Beim Betrieb der Mero sind nach Auskunft von Schlosser im rechnergestützten Leitsystem mehrere Verfahren zur Leckerkennung und -ortung gleichzeitig aktiv. Dazu würden zwischen den Pump- und Empfangsstationen ständig die Tankstände und die Durchflüsse gemessen und verglichen. "Außerdem werden Messwerte der Drücke und Temperaturen in der Rohrleitung, die in den Schieberstationen entlang der Trasse ermittelt werden, in Echtzeit ausgewertet." Die Leitzentralen seien rund um die Uhr besetzt. Damit die Katastrophenschutzkräfte ihre Aufgaben wahrnehmen können, hat das Unternehmen Mero entlang der Leitungstrasse insgesamt 99 Ölsperren (davon je zwölf im Landkreis Schwandorf) in allen Fließgewässern, die von der Fernleitung gequert werden, eingerichtet.

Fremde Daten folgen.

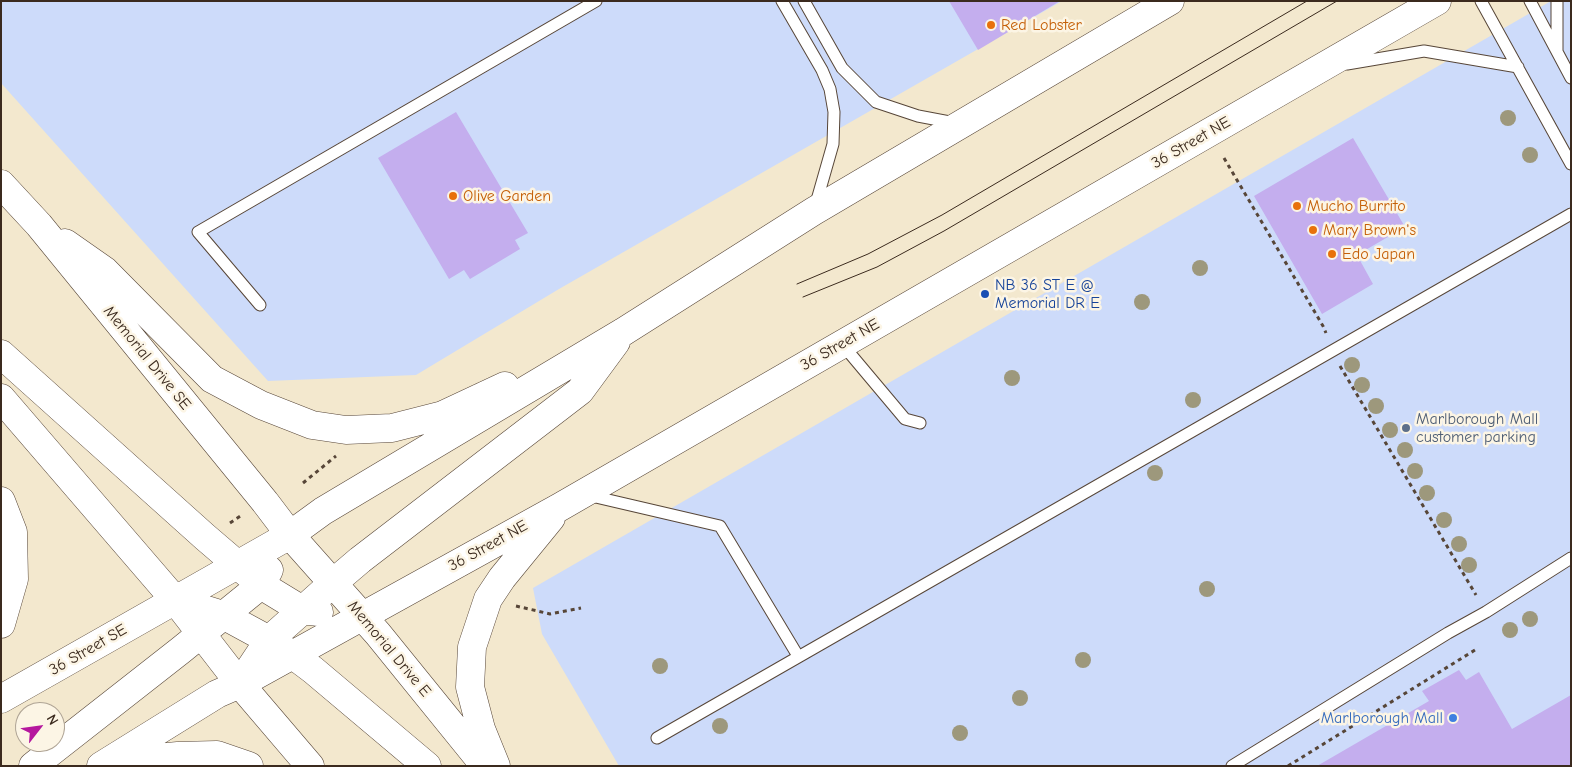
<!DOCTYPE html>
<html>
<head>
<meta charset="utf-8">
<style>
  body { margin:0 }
  #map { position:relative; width:1572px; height:767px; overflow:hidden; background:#f3e8ce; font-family:"Comic Neue",sans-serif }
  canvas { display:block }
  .frame { position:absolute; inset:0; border:2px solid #3b2a1e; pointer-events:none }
  .north { position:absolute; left:15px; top:702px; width:50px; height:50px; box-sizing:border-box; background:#fcf5e5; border:1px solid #afa495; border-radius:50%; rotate:60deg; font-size:14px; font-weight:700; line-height:20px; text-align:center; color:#3b2a1e }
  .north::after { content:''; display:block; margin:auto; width:18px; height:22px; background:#b5179e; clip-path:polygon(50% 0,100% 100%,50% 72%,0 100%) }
</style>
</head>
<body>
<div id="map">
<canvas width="1572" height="767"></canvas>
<div class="frame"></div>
<div class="north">N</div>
</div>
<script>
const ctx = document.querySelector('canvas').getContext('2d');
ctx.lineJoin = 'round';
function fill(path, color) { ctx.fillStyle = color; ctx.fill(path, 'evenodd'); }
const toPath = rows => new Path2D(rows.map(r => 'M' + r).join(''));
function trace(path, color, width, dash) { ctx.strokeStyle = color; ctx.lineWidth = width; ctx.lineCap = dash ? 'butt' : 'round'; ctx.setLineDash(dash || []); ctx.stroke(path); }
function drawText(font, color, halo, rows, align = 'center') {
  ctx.font = font + ' "Comic Neue",sans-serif'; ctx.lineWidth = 5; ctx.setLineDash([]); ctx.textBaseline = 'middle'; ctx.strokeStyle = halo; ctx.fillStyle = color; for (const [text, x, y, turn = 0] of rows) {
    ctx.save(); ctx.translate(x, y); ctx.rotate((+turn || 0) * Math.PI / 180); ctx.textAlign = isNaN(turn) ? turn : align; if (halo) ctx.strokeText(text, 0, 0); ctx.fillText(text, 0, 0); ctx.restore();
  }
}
const built = toPath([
  [1,1,1062,1,559,289,416,375,268,381,1,83],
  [1551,1,1571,1,1571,766,619,766,542,634,533,588]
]);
const building = toPath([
  [949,1,1060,1,978,50],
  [456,112,528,233,515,240,520,249,470,279,464,270,449,279,378,158],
  [1353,138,1405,227,1357,255,1373,284,1322,314,1254,196],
  [1459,670,1466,680,1479,672,1512,729,1571,695,1571,766,1317,766,1429,701,1422,691]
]);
const path = toPath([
  [1224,158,1323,326,1326,333],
  [1340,366,1476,595],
  [303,483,336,456],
  [230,523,242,515],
  [516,606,550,614,581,608],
  [1288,766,1475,650]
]);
const lane = toPath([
  [782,1,822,70,830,89,834,112,833,144,815,207],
  [804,1,842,68,876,102,918,116,955,123],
  [1481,1,1571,164],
  [1530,1,1571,78],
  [1557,51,1557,1],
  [1347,64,1424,51,1518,67],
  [260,305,198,232,596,1],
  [842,344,905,419,920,423],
  [587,495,720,526,798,656],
  [657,738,1571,214],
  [1232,766,1448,633,1486,612,1571,558]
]);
const secondary = toPath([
  [1,184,39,225,265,502,290,535,378,634,485,766],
  [65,243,105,271,212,379,261,405,312,425,346,430,392,428,443,415,505,386],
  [1,354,205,537,261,585,302,610,319,612],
  [1,398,175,600,240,684,310,766],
  [1,501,13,532,14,579,1,624],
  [207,610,223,615,269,640,293,655,313,670,427,766],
  [243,679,269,640,333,583,360,560,580,391,616,342],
  [1,699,290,535,323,511,623,332,814,211,1170,1],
  [113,762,178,756,217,755,249,766],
  [33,766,181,650,261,585,269,570],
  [101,766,217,694,240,684,560,507,1437,1],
  [496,766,481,729,470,687,472,647,488,599,502,578,551,518]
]);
const tram = toPath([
  [797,284,868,254,942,215,1307,1],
  [803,297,877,267,944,231,1337,1]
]);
const trees = [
  [1508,118],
  [1530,155],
  [1200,268],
  [1142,302],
  [1352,365],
  [1012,378],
  [1362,385],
  [1193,400],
  [1376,406],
  [1390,430],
  [1405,450],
  [1415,471],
  [1155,473],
  [1427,493],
  [1444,520],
  [1459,544],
  [1469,565],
  [1207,589],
  [1530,619],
  [1510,630],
  [1083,660],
  [660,666],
  [1020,698],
  [720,726],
  [960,733]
];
const markers = [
  [991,25,5,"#e8710a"],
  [453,196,5,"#e8710a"],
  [1297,206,5,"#e8710a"],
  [1313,230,5,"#e8710a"],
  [1332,254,5,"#e8710a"],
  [985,294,5,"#1a4fb4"],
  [1406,428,5,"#5c6f8a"],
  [1453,718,5,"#3f7fe0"]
];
const foodNames = [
  ["Red Lobster",1001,25],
  ["Olive Garden",463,196],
  ["Mucho Burrito",1307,206],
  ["Mary Brown's",1323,230],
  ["Edo Japan",1342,254]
];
const streetNames = [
  ["36 Street NE",1191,143,-30],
  ["36 Street NE",840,345,-30],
  ["Memorial Drive SE",147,358,51],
  ["36 Street NE",488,546,-29],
  ["Memorial Drive E",389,649,50],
  ["36 Street SE",88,650,-30]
];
const transitNames = [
  ["NB 36 ST E @",995,285],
  ["Memorial DR E",995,303]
];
const serviceNames = [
  ["Marlborough Mall",1416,419],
  ["customer parking",1416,437]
];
const shopNames = [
  ["Marlborough Mall",1443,718]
];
fill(built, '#cddbfa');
fill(building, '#c4aeee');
trace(lane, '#574638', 13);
trace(secondary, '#574638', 29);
trace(path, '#574638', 3, [4, 4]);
trace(lane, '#fff', 11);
trace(secondary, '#fff', 28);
trace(tram, '#3b2a1e', 1);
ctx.fillStyle = '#9d987c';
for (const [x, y] of trees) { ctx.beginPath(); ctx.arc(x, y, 8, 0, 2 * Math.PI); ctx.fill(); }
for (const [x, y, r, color] of markers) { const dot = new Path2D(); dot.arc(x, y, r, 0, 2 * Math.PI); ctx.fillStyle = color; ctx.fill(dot); trace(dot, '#fcf5e5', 2); }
drawText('16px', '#c56008', '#fcf5e5', foodNames, 'left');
drawText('16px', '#3b2a1e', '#fcf5e5', streetNames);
drawText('16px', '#164399', '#fcf5e5', transitNames, 'left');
drawText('16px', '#4e5e75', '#fcf5e5', serviceNames, 'left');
drawText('16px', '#366cbe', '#fcf5e5', shopNames, 'right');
</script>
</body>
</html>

Übungen wie die am Samstag finden regelmäßig in den verschiedenen Schieberabschnitten statt. Die Mitteleuropäische Rohölleitung von Ingolstadt über Waidhaus nach Nelahozeves bei Prag dient der Versorgung der Tschechischen Republik mit Rohöl. Sie hat eine Gesamtlänge von 344 Kilometern, davon 179 Kilometer im Freistaat Bayern. Der Durchmesser der Rohrleitung beträgt 70 Zentimeter. Die Mero geht von einer Pumpstation in Vohburg bei Ingolstadt aus. Sie ist durch 54 Schieberstationen (davon 28 im Freistaat Bayern) in verschließbare Abschnitte eingeteilt. Die Streckenlänge der Mero im Landkreis Schwandorf beträgt rund 21 Kilometer, teilbar in drei Schieberabschnitte.

Die Leitung tritt südlich von Kulz in den Landkreis Schwandorf ein. Sie verläuft an Winklarn und Oberviechtach vorbei und verlässt den Landkreis bei Oberlangau Richtung Eslarn. Laut Hans-Jürgen Schlosser hat die Leitung eine Erdüberdeckung von mindestens einem Meter. Ein Steuerkabel ist längs der Leitung mitverlegt. Die Leitung liegt in einem Schutzstreifen von fünf Metern beidseits der Rohrachse. Im Schutzstreifen sind grundsätzlich alle Bauarbeiten verboten.

Ausbildung bei der Feuerwehr

Neunburg vorm Wald
Info:

Die Mero-Pipeline

Mero ist die Abkürzung für Mitteleuropäische Rohölleitung. Die Mero versorgt seit 1996 Tschechien über Bayern mit Rohöl aus aller Welt. Die Mero wird in Bayern über die Transalpine Ölleitung (TAL) aus dem Hafen Triest an der Adria beliefert. Mero beliefert das zentrale tschechische Rohöl-Tanklager Nelahozeves bei Prag.

  • Rohöl-Fernleitung von Ingolstadt nach Prag
  • Länge: 344 Kilometer, davon 179 Kilometer in Bayern
  • Durchmesser: 70 Zentimeter
  • Kapazität: 10 Millionen Tonnen Rohöl pro Jahr
  • Bauwerke: Pumpstation bei Vohburg, 54 Schieberstationen, 28 davon in Bayern.
  • Eigentümer: Aktiengesellschaft MERO ČR, a. s, deren Eigentümer das Finanzministerium der Tschechischen Republik ist.